Ursula van der Leyen, la présidente de la Commission européenne, est, selon ses propres mots, « ravie » : tout va pour le mieux dans le meilleur des mondes possible. Ursula van der Leyen défrayait il y a peu la chronique en mettant en garde sur le « danger » (sic) que représentait la fermeture des frontières en pleine épidémie : elle aggrave manifestement son cas.
De quoi s’agit-il ? L’Albanie est le pays du continent européen qui comporte le plus fort pourcentage de musulmans avec le Kosovo (plus de 95 % de la population à proximité de la frontière kosovare, par exemple). La mafia albanaise, particulièrement active, est à la pointe du trafic d’héroïne en Europe et maîtrise de colossaux réseaux de prostitution. Mais qu’est-ce en regard de la fraternité européenne, nous rétorquera-t-on ? Ce n’est donc pas la première fois que l’Union européenne enfourche le cheval de l’islamisation avec détermination.

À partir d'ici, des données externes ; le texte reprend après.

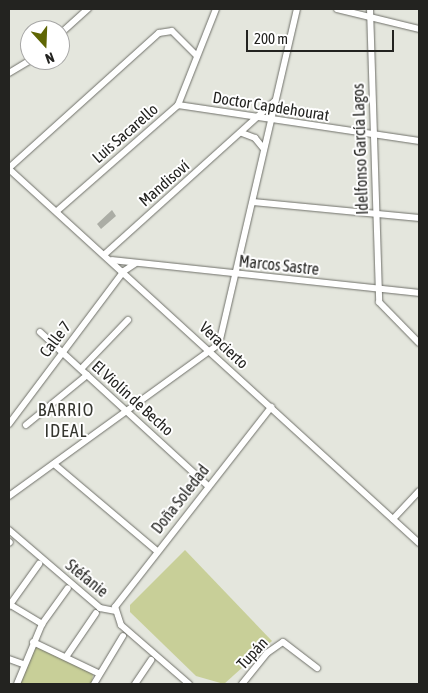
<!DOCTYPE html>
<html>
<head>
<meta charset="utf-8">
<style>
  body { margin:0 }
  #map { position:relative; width:428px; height:693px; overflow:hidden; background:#e4e6dd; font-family:"Asap Condensed",sans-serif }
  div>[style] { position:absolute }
  .green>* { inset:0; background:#c8cf98 }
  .building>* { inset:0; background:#abada5 }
  .roads { filter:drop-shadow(0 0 1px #6f7069) drop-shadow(0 0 1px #6f7069) }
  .minor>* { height:6px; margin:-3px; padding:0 3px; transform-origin:3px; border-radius:3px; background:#fff }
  span { translate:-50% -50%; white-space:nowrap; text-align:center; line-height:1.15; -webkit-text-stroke:4px #fff; paint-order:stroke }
  .street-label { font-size:16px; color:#232320 }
  .neighbourhood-label { font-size:18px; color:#35362f; letter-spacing:1px }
  .frame { position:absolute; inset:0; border:10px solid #232320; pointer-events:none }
  .north { position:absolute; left:20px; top:20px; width:50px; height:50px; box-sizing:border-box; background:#fff; border:1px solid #a7a7a6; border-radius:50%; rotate:160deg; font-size:14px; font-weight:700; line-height:20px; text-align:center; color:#232320 }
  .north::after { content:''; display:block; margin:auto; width:18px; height:22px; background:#5f6604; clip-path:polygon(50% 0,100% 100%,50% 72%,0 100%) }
  .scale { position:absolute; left:246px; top:30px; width:148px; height:22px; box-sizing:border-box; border:2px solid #232320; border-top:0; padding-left:6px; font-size:15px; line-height:18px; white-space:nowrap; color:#232320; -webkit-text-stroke:4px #fff; paint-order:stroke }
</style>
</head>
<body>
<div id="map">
  <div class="green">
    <div style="clip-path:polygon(185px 550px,272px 641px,224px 684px,196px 676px,130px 612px,130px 605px)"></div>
    <div style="clip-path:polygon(35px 646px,93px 673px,92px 684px,20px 684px)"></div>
  </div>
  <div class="building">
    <div style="clip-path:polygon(112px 210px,116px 216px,101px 229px,97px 224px)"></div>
  </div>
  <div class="roads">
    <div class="minor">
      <div style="left:337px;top:9px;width:84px;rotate:13.7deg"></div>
      <div style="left:370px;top:9px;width:293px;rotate:88.2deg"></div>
      <div style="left:379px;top:302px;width:57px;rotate:45.7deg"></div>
      <div style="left:60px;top:34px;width:38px;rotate:-42deg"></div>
      <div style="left:9px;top:73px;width:26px;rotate:-31deg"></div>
      <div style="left:178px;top:105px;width:244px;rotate:8.5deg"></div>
      <div style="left:242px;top:133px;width:14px;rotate:21deg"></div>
      <div style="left:255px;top:138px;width:14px;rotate:51deg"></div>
      <div style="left:9px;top:168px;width:202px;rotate:-42deg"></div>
      <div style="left:159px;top:33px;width:13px;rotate:-9deg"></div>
      <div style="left:172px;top:31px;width:35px;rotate:45deg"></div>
      <div style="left:9px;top:169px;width:555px;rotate:42.37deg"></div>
      <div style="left:253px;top:202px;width:167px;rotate:5.5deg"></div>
      <div style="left:57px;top:211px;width:161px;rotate:-41.2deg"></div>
      <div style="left:178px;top:105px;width:103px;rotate:-68.4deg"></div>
      <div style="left:105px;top:254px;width:229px;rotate:-42deg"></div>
      <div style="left:112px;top:260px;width:309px;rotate:6.1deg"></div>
      <div style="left:40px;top:332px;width:228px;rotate:42.5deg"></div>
      <div style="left:81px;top:369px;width:68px;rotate:-46.2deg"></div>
      <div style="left:9px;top:424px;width:191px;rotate:-53.1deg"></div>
      <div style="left:124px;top:271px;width:14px;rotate:-34deg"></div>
      <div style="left:26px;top:425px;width:79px;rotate:-39.3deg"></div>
      <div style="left:54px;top:464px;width:135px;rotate:40.2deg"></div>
      <div style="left:9px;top:496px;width:259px;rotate:-35.9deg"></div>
      <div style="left:219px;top:344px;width:344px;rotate:-76.9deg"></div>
      <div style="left:393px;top:519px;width:38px;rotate:-47deg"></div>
      <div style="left:9px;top:530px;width:120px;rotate:40.6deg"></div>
      <div style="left:100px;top:608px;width:15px;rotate:11deg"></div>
      <div style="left:9px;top:543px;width:1px;rotate:-45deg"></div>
      <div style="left:9px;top:604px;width:39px;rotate:31deg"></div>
      <div style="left:9px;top:606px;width:52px;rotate:-54.5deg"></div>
      <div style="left:33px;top:642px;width:72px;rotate:25.5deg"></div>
      <div style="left:66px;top:657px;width:53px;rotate:-55.7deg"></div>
      <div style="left:9px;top:659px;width:15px;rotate:20deg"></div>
      <div style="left:17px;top:684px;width:65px;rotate:-67.4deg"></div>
      <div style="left:42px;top:624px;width:44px;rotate:-54.2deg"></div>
      <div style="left:94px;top:684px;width:56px;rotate:-58.9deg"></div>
      <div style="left:135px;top:684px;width:29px;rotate:-56deg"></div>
      <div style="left:189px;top:684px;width:90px;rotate:-139.1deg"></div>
      <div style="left:121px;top:625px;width:19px;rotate:-108deg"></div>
      <div style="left:115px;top:607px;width:254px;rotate:-52deg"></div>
      <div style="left:242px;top:684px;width:40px;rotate:-51deg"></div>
      <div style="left:267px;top:653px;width:19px;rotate:-35deg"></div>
      <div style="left:283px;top:642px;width:43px;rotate:37.4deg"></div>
    </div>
  </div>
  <div class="street-label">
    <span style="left:271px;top:106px;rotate:9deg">Doctor Capdehourat</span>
    <span style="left:125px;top:133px;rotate:-41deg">Luis Sacarello</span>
    <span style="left:360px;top:149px;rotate:-92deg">Idelfonso García Lagos</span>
    <span style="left:164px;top:183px;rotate:-41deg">Mandisoví</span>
    <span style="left:279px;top:265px;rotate:6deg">Marcos Sastre</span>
    <span style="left:55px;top:339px;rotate:-53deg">Calle 7</span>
    <span style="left:224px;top:345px;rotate:43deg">Veracierto</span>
    <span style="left:133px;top:398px;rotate:42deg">El Violín de Becho</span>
    <span style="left:180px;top:499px;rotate:-52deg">Doña Soledad</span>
    <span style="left:87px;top:578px;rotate:39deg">Stéfanie</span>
    <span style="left:252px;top:653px;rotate:-47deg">Tupán</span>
  </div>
  <div class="neighbourhood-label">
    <span style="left:66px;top:421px">BARRIO<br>IDEAL</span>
  </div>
  <div class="frame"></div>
  <div class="north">N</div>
  <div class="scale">200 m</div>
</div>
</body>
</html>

L’Allemagne et les Pays-Bas ont a minima demandé quelques réformes supplémentaires à l’Albanie avant d’aller plus loin. Emmanuel Macron ne s’est pas donné cette peine. Le Premier ministre de Macédoine du Nord se félicite aussi de la décision et explique que l’Union Européenne est leur perspective : « un point de non-retour », pour reprendre ses termes. Nous ne pouvons qu’espérer que le processus soit encore réversible, afin que l’entrée de ces deux Etats dans l’ensemble européen ne soit pas non plus, pour nous, un point de non-retour.